O regime de escravidão, que perdurou no Brasil por quase quatro séculos, arrancou à força cerca de cinco milhões de africanos de seus territórios, deixando marcas profundas e estruturais que atravessam gerações. Mesmo após a assinatura da Lei Áurea, em 13 de maio de 1888, o processo de abolição foi meramente formal. Sem políticas públicas que garantissem acesso à terra, educação, moradia, saúde e trabalho digno, a população negra foi abandonada à própria sorte. A abolição incompleta empurrou homens e mulheres negras para as margens da sociedade, mantendo-os em situação de vulnerabilidade e exclusão.
Durante esse longo período, homens, mulheres e crianças negras foram submetidos ao trabalho forçado e brutal, sustentando a economia colonial nas lavouras, nas cidades e em todas as atividades lucrativas da época. A lógica de exploração era perversa: jornadas exaustivas, trabalho ininterrupto e a completa negação de direitos humanos. Essa mentalidade de exploração desumana, que tratava pessoas como propriedade, ainda reverbera em práticas contemporâneas, como a escala de trabalho 6×1 (seis dias de trabalho para um de descanso), frequentemente apontada como herança da escravidão no Brasil.

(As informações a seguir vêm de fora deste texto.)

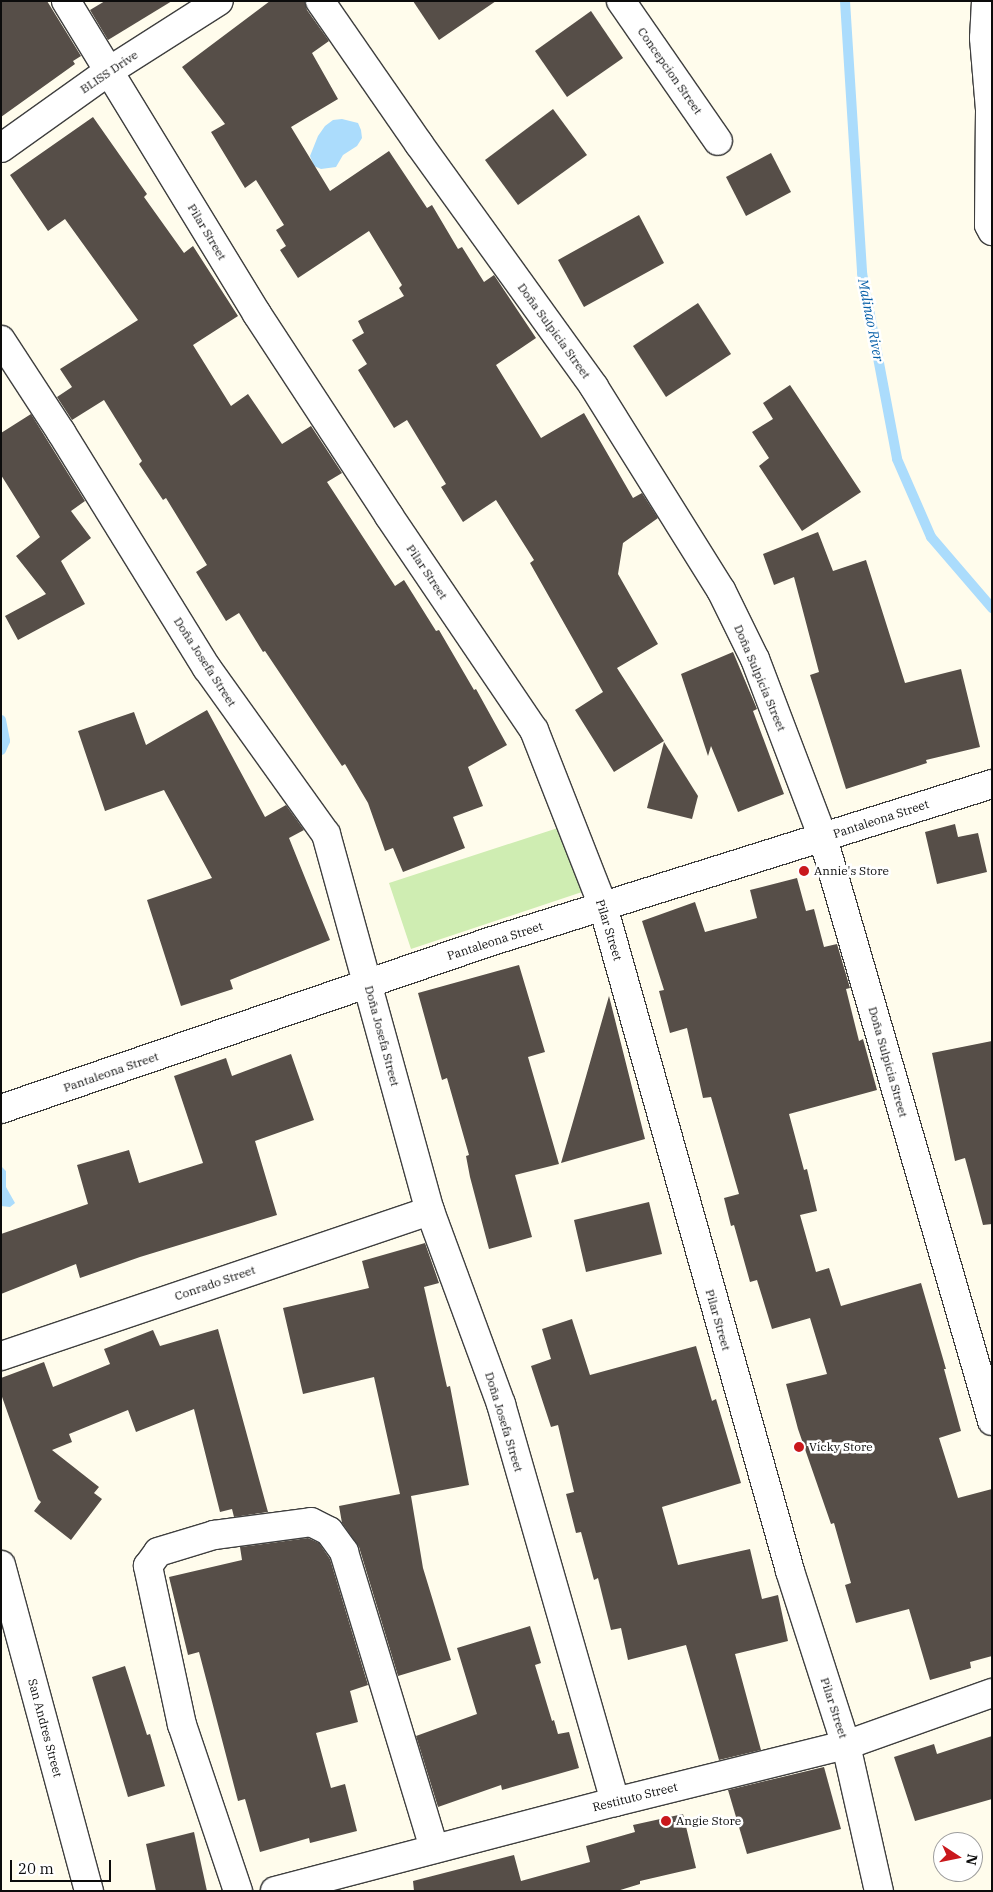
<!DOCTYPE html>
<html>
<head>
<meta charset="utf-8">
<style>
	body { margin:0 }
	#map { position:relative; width:993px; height:1892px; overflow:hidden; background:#fffcec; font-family:"IBM Plex Serif",serif }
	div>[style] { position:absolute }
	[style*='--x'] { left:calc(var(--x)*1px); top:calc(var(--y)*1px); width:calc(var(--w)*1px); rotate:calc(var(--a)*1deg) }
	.green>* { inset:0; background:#cfedb2 }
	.water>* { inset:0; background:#abdcfc }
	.stream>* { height:10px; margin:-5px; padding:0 5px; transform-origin:5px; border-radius:5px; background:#abdcfc }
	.building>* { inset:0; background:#564e48 }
	.roads { filter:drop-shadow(1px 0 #3f3f3f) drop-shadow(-1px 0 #3f3f3f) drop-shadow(0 1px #3f3f3f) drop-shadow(0 -1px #3f3f3f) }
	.minor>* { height:28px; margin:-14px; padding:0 14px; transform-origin:14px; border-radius:14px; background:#fff }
	.dots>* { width:14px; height:14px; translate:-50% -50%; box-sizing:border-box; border:2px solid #fff; border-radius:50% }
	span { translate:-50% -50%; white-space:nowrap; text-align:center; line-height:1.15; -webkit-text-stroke:5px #fff; paint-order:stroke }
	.street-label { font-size:12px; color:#0c0c0c }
	.poi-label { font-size:12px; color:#0c0c0c }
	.left { translate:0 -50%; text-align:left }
	.water-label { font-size:14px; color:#0a61a9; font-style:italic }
	.frame { position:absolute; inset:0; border:2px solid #0c0c0c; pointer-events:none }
	.north { position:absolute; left:933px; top:1832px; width:50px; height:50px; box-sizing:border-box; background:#fff; border:1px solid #9e9e9e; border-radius:50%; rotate:101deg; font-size:14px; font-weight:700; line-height:20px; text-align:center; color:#0c0c0c }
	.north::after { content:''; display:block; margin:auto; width:18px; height:22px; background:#c9181c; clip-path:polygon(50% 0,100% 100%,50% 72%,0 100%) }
	.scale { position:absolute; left:10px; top:1860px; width:101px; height:22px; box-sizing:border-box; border:2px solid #0c0c0c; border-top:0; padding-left:6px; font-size:15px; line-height:18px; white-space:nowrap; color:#0c0c0c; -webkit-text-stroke:4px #fff; paint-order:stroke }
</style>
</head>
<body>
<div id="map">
	<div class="green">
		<i style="clip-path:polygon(564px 826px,585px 891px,411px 949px,389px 883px)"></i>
	</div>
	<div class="water">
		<i style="clip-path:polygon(342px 119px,358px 123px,361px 130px,362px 138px,357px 146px,343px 155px,336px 167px,321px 169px,314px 166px,310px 156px,318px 136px,325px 126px,333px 120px)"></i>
		<i style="clip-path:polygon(1px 1166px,6px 1171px,6px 1187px,15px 1203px,10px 1207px,1px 1206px)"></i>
	</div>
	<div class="stream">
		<i style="--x:845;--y:1;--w:273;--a:86.4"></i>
		<i style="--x:862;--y:273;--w:189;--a:79.3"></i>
		<i style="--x:897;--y:459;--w:85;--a:66.4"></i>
		<i style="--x:931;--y:537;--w:94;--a:49.3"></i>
		<i style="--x:1;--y:720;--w:21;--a:79"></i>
		<i style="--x:5;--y:741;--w:10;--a:114"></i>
	</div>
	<div class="building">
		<i style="clip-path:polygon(1px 1px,47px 1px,81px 56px,73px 61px,75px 64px,1px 117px)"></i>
		<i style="clip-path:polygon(105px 1px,172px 1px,108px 40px,90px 10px)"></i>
		<i style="clip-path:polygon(270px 1px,305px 1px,307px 10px,329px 41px,312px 53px,338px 99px,291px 127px,330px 191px,389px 151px,427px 208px,432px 205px,458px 249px,462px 247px,484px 282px,494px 275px,536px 338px,496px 365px,541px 438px,584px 413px,633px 498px,642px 493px,658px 518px,623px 543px,618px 574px,658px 644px,617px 668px,664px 741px,614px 772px,575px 710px,603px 692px,530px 563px,534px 560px,496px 500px,463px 522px,441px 487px,446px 484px,407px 420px,394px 428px,358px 370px,367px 364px,352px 340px,364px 333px,358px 321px,404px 296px,399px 288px,402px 285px,369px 231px,298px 278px,280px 250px,286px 246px,276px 230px,284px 225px,256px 180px,245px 188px,211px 132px,225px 124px,182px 67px)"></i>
		<i style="clip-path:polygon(413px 1px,496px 1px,439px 40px)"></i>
		<i style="clip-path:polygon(591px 11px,623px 58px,567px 97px,535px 51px)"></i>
		<i style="clip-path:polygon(553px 109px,587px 155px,518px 205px,485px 160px)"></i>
		<i style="clip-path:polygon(93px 117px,147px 194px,144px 197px,184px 253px,193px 246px,238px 316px,193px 345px,231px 406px,248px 394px,282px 444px,311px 426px,342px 473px,327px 482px,395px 586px,404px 580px,436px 631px,439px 630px,474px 690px,476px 689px,507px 745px,468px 767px,483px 806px,453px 817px,465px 848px,403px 872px,393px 848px,385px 851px,368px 803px,345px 764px,342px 766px,265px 651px,263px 652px,239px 613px,226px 621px,196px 572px,207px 565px,166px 498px,163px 500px,139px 464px,142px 461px,104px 400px,72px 420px,57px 397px,72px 387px,60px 369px,138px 320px,65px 219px,48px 231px,10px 175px)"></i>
		<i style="clip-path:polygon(771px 153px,791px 192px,746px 216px,726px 177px)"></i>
		<i style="clip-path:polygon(639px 215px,664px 263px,584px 307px,558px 260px)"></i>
		<i style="clip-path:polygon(698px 303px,731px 354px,666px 397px,633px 346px)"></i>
		<i style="clip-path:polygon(790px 385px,861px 492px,802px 531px,759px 466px,769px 458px,752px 432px,773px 419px,763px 403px)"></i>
		<i style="clip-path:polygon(31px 414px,85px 501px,71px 511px,91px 538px,61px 561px,85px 604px,18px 640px,5px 616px,46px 594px,16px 556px,40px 537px,1px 475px,1px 433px)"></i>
		<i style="clip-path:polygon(818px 532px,833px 571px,866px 560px,905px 683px,961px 669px,980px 747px,926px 760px,927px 763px,846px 789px,810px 675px,819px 672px,794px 577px,774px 585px,763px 554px)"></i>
		<i style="clip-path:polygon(733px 652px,757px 709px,753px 711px,784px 794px,738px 812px,711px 746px,708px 756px,681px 674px)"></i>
		<i style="clip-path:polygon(207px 710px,265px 817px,286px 805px,304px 830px,289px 838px,330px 940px,230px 980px,233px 989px,181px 1006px,147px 900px,212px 878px,164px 790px,105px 811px,78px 731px,134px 712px,146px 745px)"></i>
		<i style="clip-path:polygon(664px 742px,698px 796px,692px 819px,647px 808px)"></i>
		<i style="clip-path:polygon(955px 824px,958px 837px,978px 833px,987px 872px,937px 884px,925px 832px)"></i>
		<i style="clip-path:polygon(797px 878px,806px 911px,814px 909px,824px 947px,837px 944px,850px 988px,846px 989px,859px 1041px,863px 1039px,877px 1090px,789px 1114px,804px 1170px,807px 1169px,817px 1211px,800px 1215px,816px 1272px,829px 1268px,841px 1306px,921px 1283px,946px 1369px,944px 1369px,961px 1431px,939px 1438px,958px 1498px,992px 1489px,992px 1656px,970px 1662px,971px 1668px,930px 1680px,909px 1609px,856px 1623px,845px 1585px,851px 1583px,834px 1523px,831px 1524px,798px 1429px,786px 1384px,827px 1374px,810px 1318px,772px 1329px,757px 1280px,750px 1282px,734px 1225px,731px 1226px,724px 1198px,739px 1194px,711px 1097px,703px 1098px,687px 1028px,670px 1033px,659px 991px,664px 990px,642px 921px,695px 902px,705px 932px,757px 918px,750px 890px)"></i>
		<i style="clip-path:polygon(519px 965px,545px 1052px,528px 1057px,559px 1164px,515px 1175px,532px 1237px,489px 1249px,470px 1177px,466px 1156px,469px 1155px,447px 1078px,442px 1080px,418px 993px)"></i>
		<i style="clip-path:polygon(609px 996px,645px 1139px,561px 1163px,581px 1094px)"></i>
		<i style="clip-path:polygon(992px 1041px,992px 1224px,983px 1225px,965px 1158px,955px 1161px,932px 1053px)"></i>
		<i style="clip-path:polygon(291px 1054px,314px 1120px,255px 1141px,277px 1215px,140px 1257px,80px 1278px,76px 1264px,1px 1294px,1px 1234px,88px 1204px,77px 1165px,129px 1150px,139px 1183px,203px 1163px,174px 1076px,226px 1058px,232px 1076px)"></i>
		<i style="clip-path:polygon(649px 1202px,662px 1254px,586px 1272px,574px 1220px)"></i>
		<i style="clip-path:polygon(425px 1243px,439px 1283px,424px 1287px,447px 1387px,450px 1386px,469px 1485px,411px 1496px,423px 1568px,451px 1660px,398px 1676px,359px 1547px,342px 1523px,339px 1506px,400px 1494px,374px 1377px,303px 1394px,283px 1308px,369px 1288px,362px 1261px)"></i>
		<i style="clip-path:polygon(572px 1319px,590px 1375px,696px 1346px,712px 1401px,716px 1399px,741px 1483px,662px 1507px,678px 1565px,750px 1549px,762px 1599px,778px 1595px,788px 1641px,735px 1654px,761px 1750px,719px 1760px,686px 1645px,628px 1660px,621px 1628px,611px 1630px,598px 1578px,594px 1580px,581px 1532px,576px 1533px,566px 1494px,574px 1492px,558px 1425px,551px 1427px,531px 1366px,551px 1359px,542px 1329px)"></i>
		<i style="clip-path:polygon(218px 1329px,268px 1512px,234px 1517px,232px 1509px,220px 1512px,194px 1409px,136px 1432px,128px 1410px,69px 1434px,72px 1442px,52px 1450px,99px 1487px,94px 1493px,102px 1499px,71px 1540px,34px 1511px,41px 1502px,38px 1499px,1px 1394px,1px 1378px,44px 1362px,53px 1387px,110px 1364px,104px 1349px,153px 1330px,160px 1346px)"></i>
		<i style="clip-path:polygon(308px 1538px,319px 1543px,330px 1559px,368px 1685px,350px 1691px,358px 1722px,316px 1733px,331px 1788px,345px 1784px,357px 1831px,310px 1843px,309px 1838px,260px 1852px,245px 1799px,238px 1801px,199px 1652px,188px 1655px,169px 1577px,242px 1560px,240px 1547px)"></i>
		<i style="clip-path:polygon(530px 1626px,541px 1663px,535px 1665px,552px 1721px,554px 1720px,558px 1734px,569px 1732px,579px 1768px,502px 1790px,501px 1785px,438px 1807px,416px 1736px,477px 1714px,457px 1648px)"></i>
		<i style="clip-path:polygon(125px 1666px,147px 1735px,150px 1734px,165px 1786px,128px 1797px,92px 1677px)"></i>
		<i style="clip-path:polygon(992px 1736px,992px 1799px,915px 1821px,894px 1757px,934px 1744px,937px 1754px)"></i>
		<i style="clip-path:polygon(824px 1767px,841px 1829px,747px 1854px,728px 1790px)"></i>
		<i style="clip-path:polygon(683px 1814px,696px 1868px,640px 1881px,640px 1884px,617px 1891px,414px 1891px,413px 1881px,514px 1855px,521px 1881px,590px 1862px,586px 1846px,635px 1832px,633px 1825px)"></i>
		<i style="clip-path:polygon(194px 1832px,207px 1891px,156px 1891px,146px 1844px)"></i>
	</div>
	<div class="roads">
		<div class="minor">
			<i style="--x:66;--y:1;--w:367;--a:58.6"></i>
			<i style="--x:257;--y:314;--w:241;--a:56.8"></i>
			<i style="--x:389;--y:516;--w:258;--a:55.9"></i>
			<i style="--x:534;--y:730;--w:189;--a:68.6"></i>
			<i style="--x:603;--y:906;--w:691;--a:74.29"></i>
			<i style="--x:790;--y:1571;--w:183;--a:72.2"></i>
			<i style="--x:846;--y:1745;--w:150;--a:77.3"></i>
			<i style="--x:320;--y:1;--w:174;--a:55.3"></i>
			<i style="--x:419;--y:144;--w:299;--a:54.2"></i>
			<i style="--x:594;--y:387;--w:239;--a:58"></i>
			<i style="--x:721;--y:590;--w:77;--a:63.8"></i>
			<i style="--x:755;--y:659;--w:191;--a:69.2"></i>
			<i style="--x:823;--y:838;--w:607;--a:73.83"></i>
			<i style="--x:621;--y:1;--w:170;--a:55.3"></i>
			<i style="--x:986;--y:1;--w:37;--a:93"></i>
			<i style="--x:984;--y:38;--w:72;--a:85.2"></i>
			<i style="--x:990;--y:110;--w:115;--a:90.5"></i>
			<i style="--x:989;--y:225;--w:7;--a:63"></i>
			<i style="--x:1;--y:148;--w:133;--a:-35.5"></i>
			<i style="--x:109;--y:71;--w:130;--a:-32.5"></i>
			<i style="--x:1;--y:340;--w:110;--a:56.9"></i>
			<i style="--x:61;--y:432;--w:278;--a:58.3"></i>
			<i style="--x:207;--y:668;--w:204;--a:54.4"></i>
			<i style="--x:326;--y:834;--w:391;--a:74.6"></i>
			<i style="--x:430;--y:1211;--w:206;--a:69.8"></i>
			<i style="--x:501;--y:1404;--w:414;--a:74"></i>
			<i style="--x:1;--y:1109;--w:516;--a:-18.89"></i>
			<i style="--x:489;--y:942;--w:527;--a:-17.44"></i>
			<i style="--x:1;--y:1356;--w:453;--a:-18.7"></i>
			<i style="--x:1;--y:1565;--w:338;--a:74.9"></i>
			<i style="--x:238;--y:1891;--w:175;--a:-108.6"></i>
			<i style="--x:182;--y:1725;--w:163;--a:-102.1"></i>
			<i style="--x:148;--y:1566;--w:17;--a:-54"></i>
			<i style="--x:158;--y:1552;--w:59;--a:-16.9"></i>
			<i style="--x:214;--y:1535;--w:98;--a:-7.6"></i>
			<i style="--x:311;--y:1522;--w:20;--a:27"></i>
			<i style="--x:329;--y:1531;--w:26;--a:54"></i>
			<i style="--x:344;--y:1552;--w:310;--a:73.1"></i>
			<i style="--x:275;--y:1891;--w:351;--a:-14.7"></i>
			<i style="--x:615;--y:1802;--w:238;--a:-13.9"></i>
			<i style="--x:846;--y:1745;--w:155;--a:-19.6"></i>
		</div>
	</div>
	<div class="dots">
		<i style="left:804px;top:871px;background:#c9181c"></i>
		<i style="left:799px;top:1447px;background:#c9181c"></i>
		<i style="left:666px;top:1821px;background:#c9181c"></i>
	</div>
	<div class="street-label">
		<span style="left:670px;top:71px;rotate:55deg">Concepcion Street</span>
		<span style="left:109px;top:72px;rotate:-34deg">BLISS Drive</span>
		<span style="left:207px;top:232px;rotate:59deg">Pilar Street</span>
		<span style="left:554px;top:331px;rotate:54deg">Doña Sulpicia Street</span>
		<span style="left:427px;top:572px;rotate:56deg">Pilar Street</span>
		<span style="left:205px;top:662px;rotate:57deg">Doña Josefa Street</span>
		<span style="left:760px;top:678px;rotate:67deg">Doña Sulpicia Street</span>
		<span style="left:881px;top:819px;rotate:-18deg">Pantaleona Street</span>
		<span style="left:609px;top:930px;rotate:73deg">Pilar Street</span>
		<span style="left:495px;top:941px;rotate:-18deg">Pantaleona Street</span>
		<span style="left:382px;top:1036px;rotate:75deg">Doña Josefa Street</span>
		<span style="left:888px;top:1062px;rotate:74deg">Doña Sulpicia Street</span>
		<span style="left:111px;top:1072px;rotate:-19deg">Pantaleona Street</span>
		<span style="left:215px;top:1283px;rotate:-19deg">Conrado Street</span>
		<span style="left:718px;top:1320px;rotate:74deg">Pilar Street</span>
		<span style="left:504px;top:1422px;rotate:73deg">Doña Josefa Street</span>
		<span style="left:834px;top:1708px;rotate:72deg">Pilar Street</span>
		<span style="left:45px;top:1728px;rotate:75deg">San Andres Street</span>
		<span style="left:635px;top:1797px;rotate:-14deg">Restituto Street</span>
	</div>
	<div class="poi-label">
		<span class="left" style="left:814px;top:871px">Annie's Store</span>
		<span class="left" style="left:809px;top:1447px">Vicky Store</span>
		<span class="left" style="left:676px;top:1821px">Angie Store</span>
	</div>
	<div class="water-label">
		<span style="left:871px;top:320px;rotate:79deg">Malinao River</span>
	</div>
	<div class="frame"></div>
	<div class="north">N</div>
	<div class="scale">20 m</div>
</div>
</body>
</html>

O fim oficial da escravidão não significou a inserção das pessoas negras na sociedade com dignidade e igualdade. Nenhuma medida foi adotada para reparar as consequências de séculos de violência: não houve reforma agrária, indenização ou políticas de inclusão social. Esse abandono institucional perpetuou a exclusão e a marginalização da população negra, alimentando o racismo estrutural. A ideologia de inferioridade racial permaneceu enraizada, refletindo-se até hoje na violência policial, nas disparidades no mercado de trabalho, na sub-representação política e na reprodução de desigualdades históricas.
Além disso, a narrativa oficial da abolição, ao exaltar exclusivamente a figura da princesa Isabel, ignora e apaga o protagonismo das lutas negras: quilombos, revoltas e movimentos de resistência conduzidos pela própria população negra que enfrentou o sistema escravista. O Brasil, último país das Américas a abolir a escravidão, carrega até hoje as consequências de um processo inconcluso. A luta pela superação dessas marcas segue viva, conduzida pelos movimentos negros que reivindicam reparação histórica, igualdade de direitos e reconhecimento do papel decisivo da população negra na construção do país.